There's at least one company making tripod feet for those lenses.


----------



## uri.raz (May 7, 2019)

CanonFanBoy said:


> I can understand calling them a "trinity". The "Holy" part of this reference is strange.



Canon sells kits of all three lenses, blessed by the pope and wrapped in a shroud sprinkled with holy water.


----------



## Del Paso (May 7, 2019)

CanonFanBoy said:


> Then, even with a contract with an out due to equipment failure, a Bridezilla could still file a frivolous suit that would still have to be defended. So a second card is really good insurance.


I love your Bridezilla!


----------



## neuroanatomist (May 7, 2019)

Trey T said:


> RF 70-200 f2.8 is fixed length barrel!!!


Yeah, ‘cuz that like totally explains why there’s a zoom lock switch on the barrel.


----------



## Trey T (May 7, 2019)

neuroanatomist said:


> Yeah, ‘cuz that like totally explains why there’s a zoom lock switch on the barrel.


Thanks


----------



## SecureGSM (May 7, 2019)

neuroanatomist said:


> Yeah, ‘cuz that like totally explains why there’s a zoom lock switch on the barrel.


well, the zoom lock is there precisely to keep the barrel at a fixed length. therefore with zoom lock engaged, the barrel is fixed length.


----------



## jeffa4444 (May 7, 2019)

CanonFanBoy said:


> Guy who bought a "clunky" 5DSr (slow frame rate) now acting upset because a 1DX II+ mirrorless camera isn't available right now from Canon. Shooting style change much? Why not just buy a 1DX Mark II? BTW: Canon doesn't mind if you don't check back until 2095.


Sure been happy with my "clunky" 5DS. I bet the 1DX MKII owner cannot crop & recompose in the way you can with 5DS files.


----------



## Kit. (May 7, 2019)

Antono Refa said:


> Which screw on filters could you use, that the Canon EF to R adapter wouldn't allow you?

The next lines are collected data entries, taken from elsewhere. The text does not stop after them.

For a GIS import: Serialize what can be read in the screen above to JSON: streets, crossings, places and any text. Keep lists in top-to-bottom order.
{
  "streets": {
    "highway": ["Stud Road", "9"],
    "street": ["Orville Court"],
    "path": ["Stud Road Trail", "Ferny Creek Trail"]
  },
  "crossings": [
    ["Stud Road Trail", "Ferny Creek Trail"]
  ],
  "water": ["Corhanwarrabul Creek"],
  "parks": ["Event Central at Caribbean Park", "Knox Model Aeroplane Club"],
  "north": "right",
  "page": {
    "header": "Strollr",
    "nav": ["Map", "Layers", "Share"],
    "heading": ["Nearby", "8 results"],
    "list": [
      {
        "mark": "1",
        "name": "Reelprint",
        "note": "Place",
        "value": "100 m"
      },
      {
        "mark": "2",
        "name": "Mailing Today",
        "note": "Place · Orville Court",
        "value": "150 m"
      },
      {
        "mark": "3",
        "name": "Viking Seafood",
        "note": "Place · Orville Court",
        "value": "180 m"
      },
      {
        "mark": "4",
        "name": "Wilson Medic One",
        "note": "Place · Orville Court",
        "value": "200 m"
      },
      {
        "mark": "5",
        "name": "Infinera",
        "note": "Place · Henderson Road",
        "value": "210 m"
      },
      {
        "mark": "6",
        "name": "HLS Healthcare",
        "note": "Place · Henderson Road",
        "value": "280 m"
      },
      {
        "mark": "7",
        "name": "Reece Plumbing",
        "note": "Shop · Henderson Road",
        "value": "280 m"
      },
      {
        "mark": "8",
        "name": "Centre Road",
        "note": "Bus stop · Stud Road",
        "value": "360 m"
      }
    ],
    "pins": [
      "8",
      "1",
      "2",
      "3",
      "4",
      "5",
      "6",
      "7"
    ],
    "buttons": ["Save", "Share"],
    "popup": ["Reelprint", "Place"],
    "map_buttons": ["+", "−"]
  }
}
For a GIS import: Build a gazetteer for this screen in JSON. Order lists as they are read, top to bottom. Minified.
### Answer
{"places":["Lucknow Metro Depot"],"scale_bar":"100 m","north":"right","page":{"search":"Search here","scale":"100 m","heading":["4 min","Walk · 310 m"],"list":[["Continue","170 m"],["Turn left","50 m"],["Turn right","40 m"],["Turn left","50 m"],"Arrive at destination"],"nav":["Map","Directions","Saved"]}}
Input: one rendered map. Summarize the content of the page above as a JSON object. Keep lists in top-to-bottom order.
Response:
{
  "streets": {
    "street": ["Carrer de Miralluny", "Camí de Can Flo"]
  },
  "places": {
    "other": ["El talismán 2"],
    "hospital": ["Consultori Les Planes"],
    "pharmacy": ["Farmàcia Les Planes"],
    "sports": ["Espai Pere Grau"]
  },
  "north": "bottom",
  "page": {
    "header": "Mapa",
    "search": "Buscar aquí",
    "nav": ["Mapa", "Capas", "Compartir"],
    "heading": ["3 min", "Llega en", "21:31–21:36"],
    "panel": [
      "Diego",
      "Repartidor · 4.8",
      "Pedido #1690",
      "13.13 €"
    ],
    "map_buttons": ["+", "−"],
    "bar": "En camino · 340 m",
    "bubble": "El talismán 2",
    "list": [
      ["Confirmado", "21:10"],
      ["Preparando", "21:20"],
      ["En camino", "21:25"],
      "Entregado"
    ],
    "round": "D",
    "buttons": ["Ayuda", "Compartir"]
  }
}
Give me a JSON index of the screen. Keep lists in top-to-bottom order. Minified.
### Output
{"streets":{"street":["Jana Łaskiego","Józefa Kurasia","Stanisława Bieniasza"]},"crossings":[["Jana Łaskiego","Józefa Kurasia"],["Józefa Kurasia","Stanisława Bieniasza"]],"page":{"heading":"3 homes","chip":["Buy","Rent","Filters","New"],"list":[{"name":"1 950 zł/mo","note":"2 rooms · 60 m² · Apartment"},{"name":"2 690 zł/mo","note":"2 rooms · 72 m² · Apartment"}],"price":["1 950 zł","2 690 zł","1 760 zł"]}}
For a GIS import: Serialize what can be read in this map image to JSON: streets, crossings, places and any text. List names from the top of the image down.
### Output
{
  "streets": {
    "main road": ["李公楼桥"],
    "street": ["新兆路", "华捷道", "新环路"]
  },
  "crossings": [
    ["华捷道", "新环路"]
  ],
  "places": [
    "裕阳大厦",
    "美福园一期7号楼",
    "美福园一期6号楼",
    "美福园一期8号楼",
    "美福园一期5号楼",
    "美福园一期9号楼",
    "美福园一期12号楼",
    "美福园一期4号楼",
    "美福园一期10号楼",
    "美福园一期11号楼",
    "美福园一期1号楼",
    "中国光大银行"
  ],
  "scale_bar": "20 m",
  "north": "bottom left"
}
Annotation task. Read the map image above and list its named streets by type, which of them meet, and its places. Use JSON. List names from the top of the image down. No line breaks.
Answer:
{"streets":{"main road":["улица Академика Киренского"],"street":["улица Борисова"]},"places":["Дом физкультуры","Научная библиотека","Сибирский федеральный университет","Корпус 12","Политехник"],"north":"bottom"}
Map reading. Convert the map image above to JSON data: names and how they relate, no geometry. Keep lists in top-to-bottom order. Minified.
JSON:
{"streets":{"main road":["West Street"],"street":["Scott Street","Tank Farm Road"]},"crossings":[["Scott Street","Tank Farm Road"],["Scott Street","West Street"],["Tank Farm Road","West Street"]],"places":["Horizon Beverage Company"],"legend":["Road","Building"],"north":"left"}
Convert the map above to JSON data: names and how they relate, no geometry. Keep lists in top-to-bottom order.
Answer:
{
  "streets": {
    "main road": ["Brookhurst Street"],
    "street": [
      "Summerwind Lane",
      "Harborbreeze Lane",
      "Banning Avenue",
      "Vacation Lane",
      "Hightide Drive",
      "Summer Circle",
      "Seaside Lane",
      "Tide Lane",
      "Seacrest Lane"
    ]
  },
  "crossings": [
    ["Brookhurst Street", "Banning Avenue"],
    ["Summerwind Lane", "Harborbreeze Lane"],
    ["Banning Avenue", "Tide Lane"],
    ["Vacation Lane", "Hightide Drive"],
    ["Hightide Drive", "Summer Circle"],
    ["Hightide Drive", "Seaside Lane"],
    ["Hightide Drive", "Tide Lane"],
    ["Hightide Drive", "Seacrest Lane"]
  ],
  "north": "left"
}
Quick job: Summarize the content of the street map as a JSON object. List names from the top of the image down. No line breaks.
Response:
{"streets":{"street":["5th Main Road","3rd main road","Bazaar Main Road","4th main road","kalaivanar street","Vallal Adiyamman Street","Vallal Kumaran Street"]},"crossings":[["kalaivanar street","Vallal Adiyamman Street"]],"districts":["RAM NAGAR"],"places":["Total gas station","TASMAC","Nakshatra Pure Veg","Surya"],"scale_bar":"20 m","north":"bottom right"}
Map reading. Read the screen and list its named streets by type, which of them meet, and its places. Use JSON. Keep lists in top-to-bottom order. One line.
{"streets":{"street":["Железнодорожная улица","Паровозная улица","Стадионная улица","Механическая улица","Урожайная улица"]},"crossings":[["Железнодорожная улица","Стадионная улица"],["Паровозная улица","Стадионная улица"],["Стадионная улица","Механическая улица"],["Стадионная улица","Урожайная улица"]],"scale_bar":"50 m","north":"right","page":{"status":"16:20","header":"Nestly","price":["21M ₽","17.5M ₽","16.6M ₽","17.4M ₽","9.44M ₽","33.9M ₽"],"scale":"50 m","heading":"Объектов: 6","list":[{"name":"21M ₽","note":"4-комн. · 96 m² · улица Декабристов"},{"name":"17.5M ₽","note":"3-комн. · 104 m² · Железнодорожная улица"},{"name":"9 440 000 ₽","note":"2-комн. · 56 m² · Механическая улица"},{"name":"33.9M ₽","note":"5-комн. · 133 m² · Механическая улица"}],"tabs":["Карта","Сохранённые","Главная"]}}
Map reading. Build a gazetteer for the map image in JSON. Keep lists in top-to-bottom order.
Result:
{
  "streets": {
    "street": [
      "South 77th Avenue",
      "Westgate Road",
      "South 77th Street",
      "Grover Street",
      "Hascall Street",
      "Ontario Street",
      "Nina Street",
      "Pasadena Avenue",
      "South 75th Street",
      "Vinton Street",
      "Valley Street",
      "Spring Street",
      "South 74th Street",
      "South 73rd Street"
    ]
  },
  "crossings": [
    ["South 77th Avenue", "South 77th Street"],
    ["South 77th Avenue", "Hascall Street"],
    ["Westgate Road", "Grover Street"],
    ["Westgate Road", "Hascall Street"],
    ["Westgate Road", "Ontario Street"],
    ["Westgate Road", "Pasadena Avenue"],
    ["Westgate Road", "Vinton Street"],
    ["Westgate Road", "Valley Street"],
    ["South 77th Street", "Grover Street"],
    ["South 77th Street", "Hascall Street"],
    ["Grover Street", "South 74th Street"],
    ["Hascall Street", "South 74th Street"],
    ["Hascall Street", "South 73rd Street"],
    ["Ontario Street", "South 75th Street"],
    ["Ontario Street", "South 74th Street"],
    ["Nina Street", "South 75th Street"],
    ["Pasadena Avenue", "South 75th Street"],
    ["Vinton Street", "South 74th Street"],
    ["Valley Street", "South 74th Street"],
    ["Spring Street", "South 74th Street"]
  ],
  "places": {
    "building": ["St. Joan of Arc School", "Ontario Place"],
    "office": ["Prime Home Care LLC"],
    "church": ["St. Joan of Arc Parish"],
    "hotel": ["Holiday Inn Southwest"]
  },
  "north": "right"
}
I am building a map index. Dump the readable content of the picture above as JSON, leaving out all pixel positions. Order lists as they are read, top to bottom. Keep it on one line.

With TS 17, it's not about filters, actually. It's about not catching sun flare _from behind_.


----------



## lawny13 (May 7, 2019)

Del Paso said:


> Don't agree!
> Imagine spending a month in New Zealand, Japan or Utah, to find out, once back at home, that one 64 GB card failed.
> Even if you had a second camera, many pictures will be lost forever (sometimes). I experienced this once, and, believe me or not, that's why I sold my cute little R to buy the 5 D IV. The failure occurred with a Leica and Sandisk SD, but , since I'm planning a longer trip to Japan, I wanted to be on the safe side...
> And, by the way, why do you think that landscape, stills, portrait have less importance than sports or marriage???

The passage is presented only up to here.